After 12 years, I think I am settled down. But is this home? It is, and it is not at the same time. I miss a lot of things about my homeland that are hard to explain. Intangible things. The soil, the smell of the acacia tree near my parents’ apartment, the smell of the local bakery near our old apartment. I miss the Alborz mountain range that surrounds Tehran.
Yet, whenever I go back, I have this strange feeling in my stomach that I no longer belong there and miss my home back in the States. And when I come back, I always ask myself, do I belong here? Most of the time, my answer is no. I think a lot of first-generation immigrants feel the same way, tiny ants lost on a plastic globe. Living in uncertainty makes me creative, it makes me aware of the world around me.
The Iran-Iraq War was very hard on my soul. I couldn’t understand the concept as a child, and I still don’t understand it as an adult. I wrote a few short stories about it when I was a kid, but after the peace agreement between Iran and Iraq, I kind of put it aside, though it was always there inside me.

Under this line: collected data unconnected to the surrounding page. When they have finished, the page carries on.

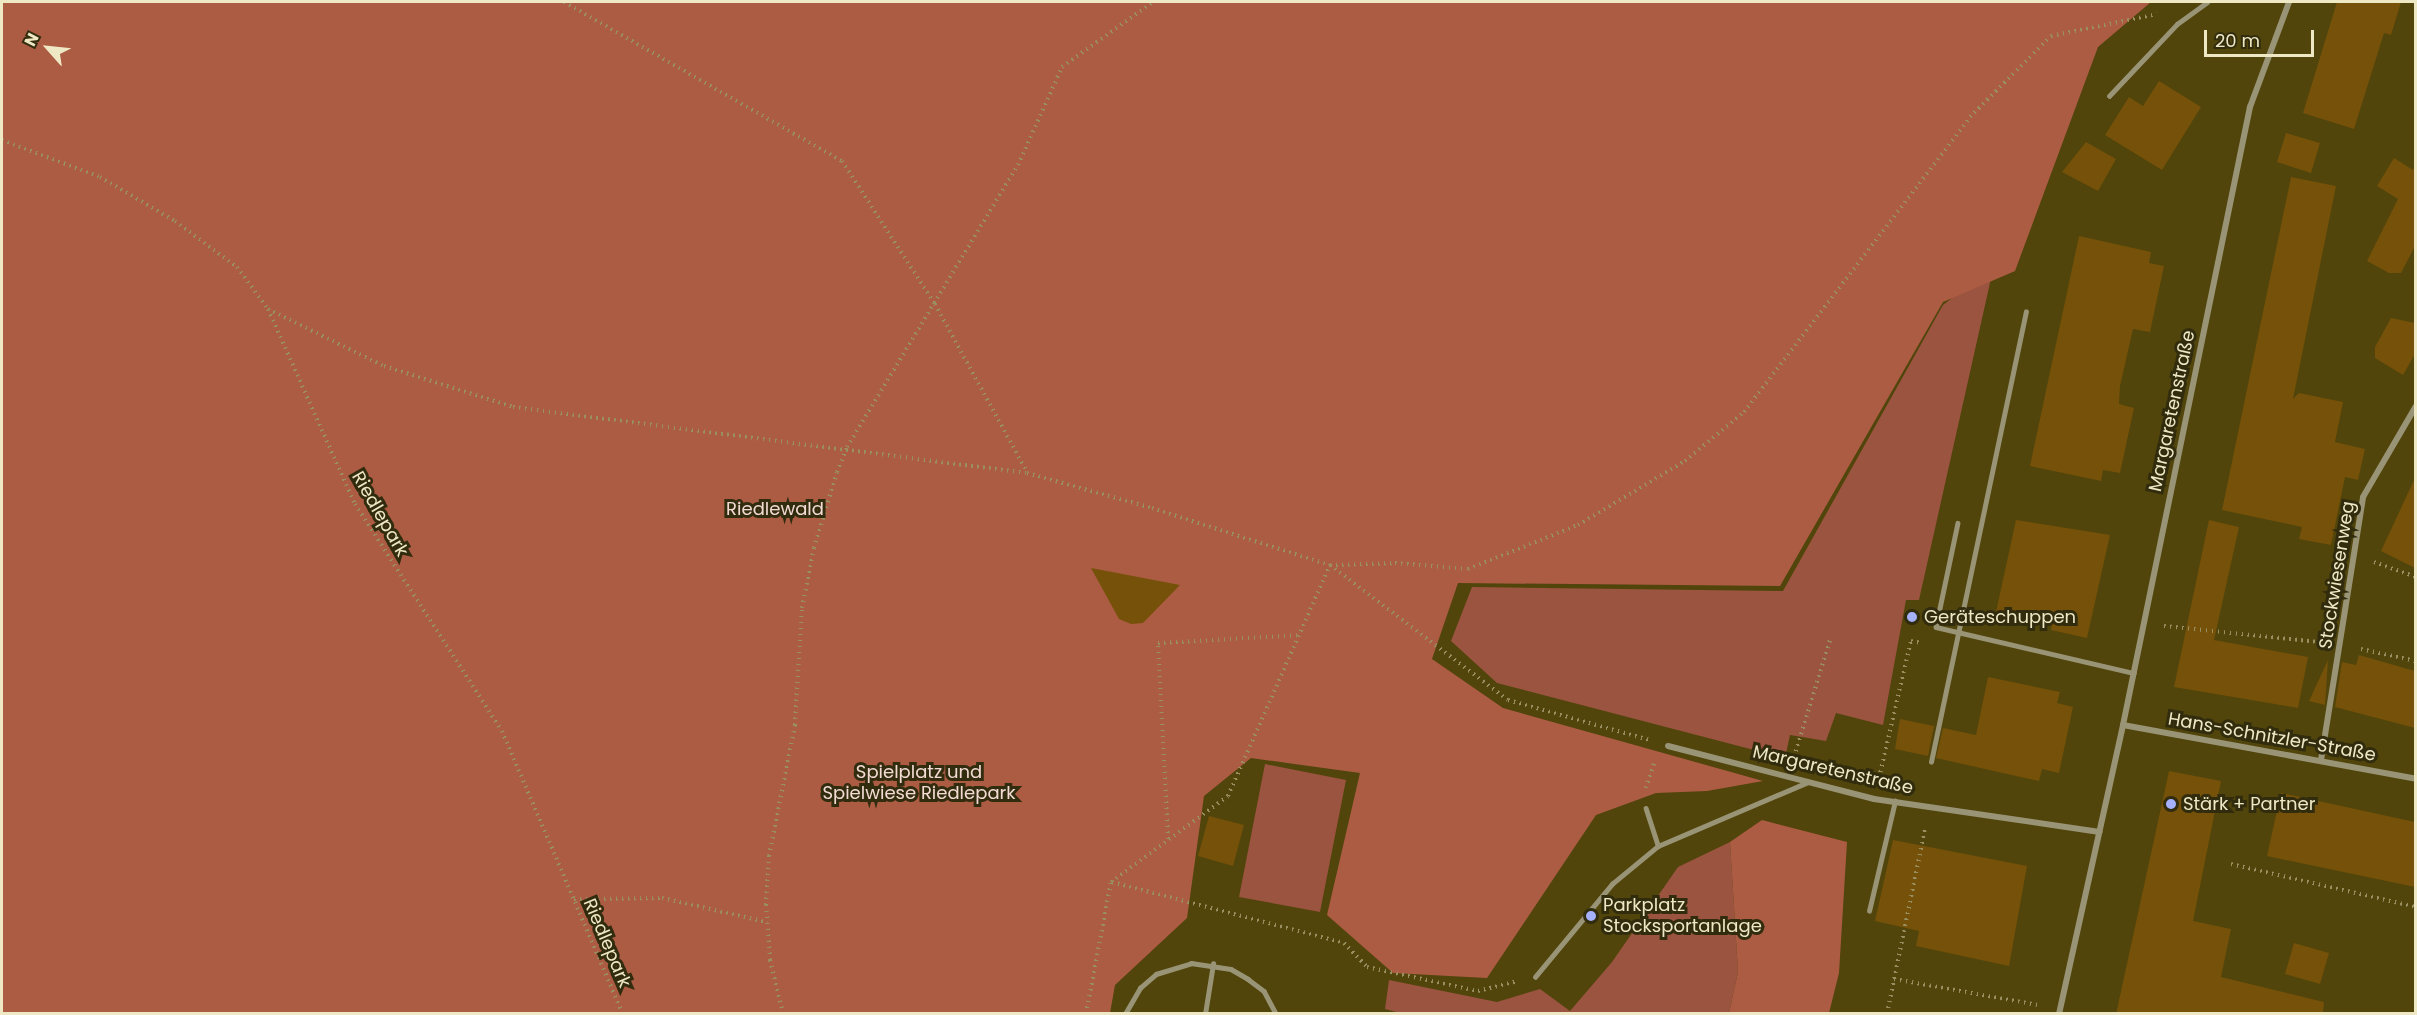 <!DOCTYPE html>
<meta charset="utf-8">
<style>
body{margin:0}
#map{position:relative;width:2417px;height:1015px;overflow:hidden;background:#51450b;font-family:Poppins,sans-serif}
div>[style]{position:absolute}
.green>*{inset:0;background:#9a543f}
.forest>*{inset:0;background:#ad5c44}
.building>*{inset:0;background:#755109}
.path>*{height:4px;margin-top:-2px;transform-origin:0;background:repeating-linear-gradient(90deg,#998f60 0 1.5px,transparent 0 6px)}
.lane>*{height:4.5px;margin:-2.25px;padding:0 2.25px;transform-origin:2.25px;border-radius:2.25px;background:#9a9477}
.street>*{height:6px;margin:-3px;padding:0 3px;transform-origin:3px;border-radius:3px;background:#9a9477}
.dots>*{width:16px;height:16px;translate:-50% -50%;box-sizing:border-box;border:3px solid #322c0e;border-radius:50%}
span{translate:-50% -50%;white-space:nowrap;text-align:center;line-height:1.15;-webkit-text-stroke:6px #322c0e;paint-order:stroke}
.street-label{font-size:18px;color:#efe8c5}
.park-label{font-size:18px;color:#f3dbd4}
.poi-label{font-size:18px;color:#efe8c5}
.left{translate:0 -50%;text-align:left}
.frame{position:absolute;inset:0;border:3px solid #efe8c5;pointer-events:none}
.north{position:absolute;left:18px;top:18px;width:60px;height:60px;-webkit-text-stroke:4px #322c0e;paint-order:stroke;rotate:297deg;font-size:16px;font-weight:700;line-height:24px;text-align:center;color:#efe8c5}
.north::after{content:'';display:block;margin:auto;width:21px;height:27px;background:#efe8c5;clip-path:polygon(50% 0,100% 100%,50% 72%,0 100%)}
.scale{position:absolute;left:2204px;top:30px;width:110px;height:27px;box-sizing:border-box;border:3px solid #efe8c5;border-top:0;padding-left:8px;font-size:18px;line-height:21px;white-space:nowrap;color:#efe8c5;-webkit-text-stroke:4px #322c0e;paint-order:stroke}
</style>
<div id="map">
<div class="green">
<div style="clip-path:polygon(1994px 265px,1919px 600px,1906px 600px,1883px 725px,1836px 713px,1826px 741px,1790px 735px,1785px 758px,1497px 683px,1451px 641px,1472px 587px,1783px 591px,1943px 305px)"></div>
<div style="clip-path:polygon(1265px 764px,1346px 780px,1320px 912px,1239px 897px)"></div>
<div style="clip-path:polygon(1730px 842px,1738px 972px,1729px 1013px,1404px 1014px,1385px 1009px,1389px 980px,1497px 1002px,1540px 989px,1570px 1011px,1612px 962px,1678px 867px)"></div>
</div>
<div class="forest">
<div style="clip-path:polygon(2px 2px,2151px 2px,2098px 47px,2015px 271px,1943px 302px,1780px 586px,1458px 583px,1432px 659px,1503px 708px,1763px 781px,1707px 791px,1656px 793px,1596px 815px,1487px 978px,1393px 973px,1327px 915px,1360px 773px,1251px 758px,1204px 796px,1187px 918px,1115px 985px,1110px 1013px,2px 1014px)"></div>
<div style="clip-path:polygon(1762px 820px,1847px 842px,1839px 973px,1829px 1013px,1729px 1013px,1738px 972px,1730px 842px)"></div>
</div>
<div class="building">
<div style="clip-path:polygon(2337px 2px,2401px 2px,2391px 35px,2384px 33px,2354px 129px,2303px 113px)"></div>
<div style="clip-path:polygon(2159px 81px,2201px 107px,2162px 170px,2105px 135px,2129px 97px,2143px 106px)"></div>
<div style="clip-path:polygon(2286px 133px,2320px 143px,2311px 173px,2277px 162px)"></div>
<div style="clip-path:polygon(2086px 142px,2116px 159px,2098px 191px,2062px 172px)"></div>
<div style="clip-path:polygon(2394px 158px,2413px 170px,2415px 165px,2415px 246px,2401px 273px,2389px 273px,2367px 261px,2398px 199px,2377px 186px)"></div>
<div style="clip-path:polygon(2291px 177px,2336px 186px,2293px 399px,2299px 393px,2343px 402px,2335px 442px,2365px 449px,2358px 480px,2345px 477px,2331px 545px,2299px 539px,2302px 527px,2222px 510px)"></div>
<div style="clip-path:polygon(2079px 236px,2151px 252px,2149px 263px,2164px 266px,2150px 332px,2133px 329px,2120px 386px,2119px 404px,2134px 408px,2120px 473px,2103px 470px,2101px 481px,2030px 466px)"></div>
<div style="clip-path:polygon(2391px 318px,2415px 323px,2415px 354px,2403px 375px,2375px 358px,2375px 347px)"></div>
<div style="clip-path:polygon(2415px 478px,2415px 568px,2381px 551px)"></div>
<div style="clip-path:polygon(2016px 520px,2110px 535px,2087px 638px,2051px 630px,2052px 624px,1996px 612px)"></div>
<div style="clip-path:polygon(2209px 520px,2239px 527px,2214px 640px,2308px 657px,2298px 708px,2174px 687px)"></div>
<div style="clip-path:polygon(1091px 568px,1180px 585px,1143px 623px,1131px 624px,1119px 619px)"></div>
<div style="clip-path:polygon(2359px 655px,2415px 671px,2415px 728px,2335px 707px,2342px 662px,2356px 665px)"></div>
<div style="clip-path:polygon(2328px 660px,2325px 705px,2309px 701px)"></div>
<div style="clip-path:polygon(1988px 677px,2060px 692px,2057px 703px,2073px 707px,2059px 773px,2042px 769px,2039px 781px,1936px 758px,1943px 728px,1976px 735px)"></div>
<div style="clip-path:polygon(1900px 719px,1934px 726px,1928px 756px,1895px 749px)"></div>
<div style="clip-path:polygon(2169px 771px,2221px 781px,2193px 921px,2231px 929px,2221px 977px,2324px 1002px,2323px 1014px,2116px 1014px)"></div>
<div style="clip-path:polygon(2281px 793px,2415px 822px,2415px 887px,2267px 856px)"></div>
<div style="clip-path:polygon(1209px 816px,1244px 825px,1233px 866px,1198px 856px)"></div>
<div style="clip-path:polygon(1893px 840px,2027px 866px,2009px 966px,1916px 946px,1919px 931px,1875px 921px)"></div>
<div style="clip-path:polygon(2294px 943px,2329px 953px,2320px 984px,2285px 974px)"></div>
</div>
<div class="path">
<div style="left:564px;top:2px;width:320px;rotate:29.8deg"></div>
<div style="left:842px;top:161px;width:171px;rotate:57deg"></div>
<div style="left:935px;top:304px;width:192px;rotate:61.3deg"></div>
<div style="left:2px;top:140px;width:105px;rotate:20.7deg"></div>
<div style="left:100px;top:177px;width:87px;rotate:30.4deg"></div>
<div style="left:175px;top:221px;width:77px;rotate:36.6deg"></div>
<div style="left:237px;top:267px;width:52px;rotate:53.6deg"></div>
<div style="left:268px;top:309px;width:214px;rotate:66deg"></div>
<div style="left:355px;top:504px;width:270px;rotate:57.1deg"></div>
<div style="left:502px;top:731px;width:308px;rotate:66.9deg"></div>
<div style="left:268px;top:309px;width:129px;rotate:26.2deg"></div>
<div style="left:384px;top:366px;width:135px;rotate:17.6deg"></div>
<div style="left:513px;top:407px;width:518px;rotate:7.32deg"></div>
<div style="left:1027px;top:473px;width:130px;rotate:15.6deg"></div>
<div style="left:1152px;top:508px;width:187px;rotate:17.8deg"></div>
<div style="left:1330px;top:565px;width:223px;rotate:37.2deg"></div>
<div style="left:1508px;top:700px;width:147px;rotate:15.8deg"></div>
<div style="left:2374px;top:562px;width:45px;rotate:19.7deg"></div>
<div style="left:2164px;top:626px;width:155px;rotate:5.9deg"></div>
<div style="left:2361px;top:649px;width:56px;rotate:12.3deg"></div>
<div style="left:1794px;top:757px;width:122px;rotate:-72.9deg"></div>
<div style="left:1879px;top:778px;width:141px;rotate:-76.9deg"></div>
<div style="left:1911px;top:641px;width:11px;rotate:10deg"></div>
<div style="left:1646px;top:788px;width:28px;rotate:-72deg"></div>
<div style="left:1168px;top:839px;width:196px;rotate:-92.9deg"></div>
<div style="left:1158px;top:643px;width:141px;rotate:-3.2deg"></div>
<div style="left:2231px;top:864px;width:190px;rotate:13.1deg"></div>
<div style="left:1112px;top:882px;width:240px;rotate:14.7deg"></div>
<div style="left:1344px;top:943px;width:33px;rotate:46deg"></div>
<div style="left:1367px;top:967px;width:114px;rotate:12.2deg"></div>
<div style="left:1478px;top:991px;width:38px;rotate:-14deg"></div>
<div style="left:574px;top:899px;width:88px;rotate:-0.7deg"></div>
<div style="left:662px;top:898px;width:108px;rotate:12.9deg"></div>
<div style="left:1894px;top:979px;width:146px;rotate:10.2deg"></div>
<div style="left:783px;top:1014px;width:56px;rotate:-103.5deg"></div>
<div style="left:770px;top:960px;width:55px;rotate:-94.2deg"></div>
<div style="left:766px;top:905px;width:49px;rotate:-86.5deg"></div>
<div style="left:769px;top:856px;width:134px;rotate:-78.8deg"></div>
<div style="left:795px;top:725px;width:117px;rotate:-86.6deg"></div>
<div style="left:802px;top:608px;width:61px;rotate:-78.7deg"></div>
<div style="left:814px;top:548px;width:79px;rotate:-73.2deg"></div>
<div style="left:837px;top:472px;width:27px;rotate:-68deg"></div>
<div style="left:847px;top:447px;width:330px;rotate:-58.8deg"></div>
<div style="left:1018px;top:165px;width:107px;rotate:-65.8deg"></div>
<div style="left:1062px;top:67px;width:112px;rotate:-35.5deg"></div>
<div style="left:1086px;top:1014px;width:134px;rotate:-79.3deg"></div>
<div style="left:1111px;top:882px;width:145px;rotate:-36.3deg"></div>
<div style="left:1228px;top:796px;width:253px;rotate:-66.2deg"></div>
<div style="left:1330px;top:565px;width:65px;rotate:-1.8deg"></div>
<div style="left:1395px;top:563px;width:73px;rotate:4.7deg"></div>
<div style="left:1468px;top:569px;width:118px;rotate:-21.8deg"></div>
<div style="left:1578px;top:525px;width:125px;rotate:-30.9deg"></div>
<div style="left:1685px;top:461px;width:77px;rotate:-39.7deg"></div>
<div style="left:1744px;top:412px;width:372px;rotate:-52.5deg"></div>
<div style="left:1970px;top:117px;width:115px;rotate:-45deg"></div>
<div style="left:2051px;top:36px;width:108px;rotate:-11.7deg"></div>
<div style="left:1887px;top:1014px;width:189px;rotate:-78.4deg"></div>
</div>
<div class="lane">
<div style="left:2109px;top:96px;width:99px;rotate:-46.6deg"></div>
<div style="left:2177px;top:24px;width:37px;rotate:-36deg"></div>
<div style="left:1958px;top:523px;width:106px;rotate:101.9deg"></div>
<div style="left:1936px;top:627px;width:203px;rotate:13.1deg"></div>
<div style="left:1931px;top:762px;width:460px;rotate:-78.1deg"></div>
<div style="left:1646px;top:808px;width:40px;rotate:72deg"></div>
<div style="left:1658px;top:846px;width:163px;rotate:-23.1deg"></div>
<div style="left:1869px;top:911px;width:113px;rotate:-76.7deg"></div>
<div style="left:1535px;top:977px;width:121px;rotate:-50.4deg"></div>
<div style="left:1612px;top:884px;width:60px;rotate:-39.6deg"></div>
<div style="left:1125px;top:1014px;width:30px;rotate:-60deg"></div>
<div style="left:1140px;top:988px;width:21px;rotate:-41deg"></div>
<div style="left:1156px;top:974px;width:37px;rotate:-17deg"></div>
<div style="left:1191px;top:963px;width:40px;rotate:8.5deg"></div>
<div style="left:1231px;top:969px;width:20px;rotate:30deg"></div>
<div style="left:1248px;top:979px;width:20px;rotate:37deg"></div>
<div style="left:1264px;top:991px;width:26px;rotate:62deg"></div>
<div style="left:1205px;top:1014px;width:51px;rotate:-80.9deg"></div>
</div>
<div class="street">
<div style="left:2123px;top:725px;width:298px;rotate:10.4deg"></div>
<div style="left:1668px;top:746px;width:213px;rotate:14.4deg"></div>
<div style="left:1874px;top:799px;width:228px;rotate:8.3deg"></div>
<div style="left:2321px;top:760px;width:266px;rotate:-80.9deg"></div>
<div style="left:2363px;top:497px;width:105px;rotate:-59.8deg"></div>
<div style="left:2059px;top:1014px;width:296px;rotate:-77.5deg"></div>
<div style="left:2123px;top:725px;width:631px;rotate:-78.39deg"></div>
<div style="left:2250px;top:107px;width:112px;rotate:-69.6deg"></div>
</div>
<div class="dots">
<div style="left:1912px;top:617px;background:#a6b1fc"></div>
<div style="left:2171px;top:804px;background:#a6b1fc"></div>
<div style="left:1591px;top:916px;background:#a6b1fc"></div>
</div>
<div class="street-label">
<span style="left:2172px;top:411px;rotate:-78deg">Margaretenstraße</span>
<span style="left:380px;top:514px;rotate:60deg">Riedlepark</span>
<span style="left:2337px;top:575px;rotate:-81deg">Stockwiesenweg</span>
<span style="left:2272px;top:737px;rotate:10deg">Hans-Schnitzler-Straße</span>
<span style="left:1833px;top:770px;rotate:13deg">Margaretenstraße</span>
<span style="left:607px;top:943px;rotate:67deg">Riedlepark</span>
</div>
<div class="park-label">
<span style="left:775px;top:509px">Riedlewald</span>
<span style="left:919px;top:783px">Spielplatz und<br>Spielwiese Riedlepark</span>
</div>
<div class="poi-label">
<span class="left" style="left:1924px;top:617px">Geräteschuppen</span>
<span class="left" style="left:2183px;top:804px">Stärk + Partner</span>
<span class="left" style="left:1603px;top:916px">Parkplatz<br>Stocksportanlage</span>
</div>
<div class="frame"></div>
<div class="north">N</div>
<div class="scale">20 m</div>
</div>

In the past few years, with the possibility of more wars likely, I started writing about my experience in war. I wrote every morning for two months. I read a William Stafford poem, then wrote a poem of my own. As I went through this ritual, I found memories that I didn’t know I had. I am very proud of the manuscript. I feel that I did something important, as if this was the reason that I became a poet. Now, I have to find a way for people to read it, especially those who think that war can bring peace.
When I think of finding my identity in another land, the Chinese proverb “limitations make you creative” comes to mind. The forms of poetry, a sestina or a sonnet, for example, impose a structure, but the poet is free in terms of subject matter. With the immigrant experience, something similar yet a little different happens: I am free in terms of structure or form but somehow limited in the subject matter.
Do I do that intentionally? No. Even when I write about a completely different subject, a line finds its way into my poem that is recognizable as an immigrant’s voice: doubtful, fearful sometimes—especially of another war. Hesitant, unsure. I do not mind this, though. This is who I am. This is who I will be. An immigrant. Sometimes with no home, and sometimes with two.
Tapping into the sensory nature of war and immigration has helped Pantea embrace the fertility of doubt. Without trying to dispel these feelings, she has transformed them into doubt’s offspring: fascination and curiosity. Both are necessary ingredients for creativity and for making, as she says, “something good of whatever happens.”
Online Editor’s Notes:
- Pantea’s poetry will appear in our Winter 2013 Doubt issue.
- Persian literature spans two and a half millennia, making it among the world’s oldest and best known. Works such as poet Farid ud-Din Attar’s The Conference of the Birds have been made more accessible through adaptations such as Peter Brook and Jean-Claude Carrière’s play, which was recently staged at the Folger Theater in Washington, DC.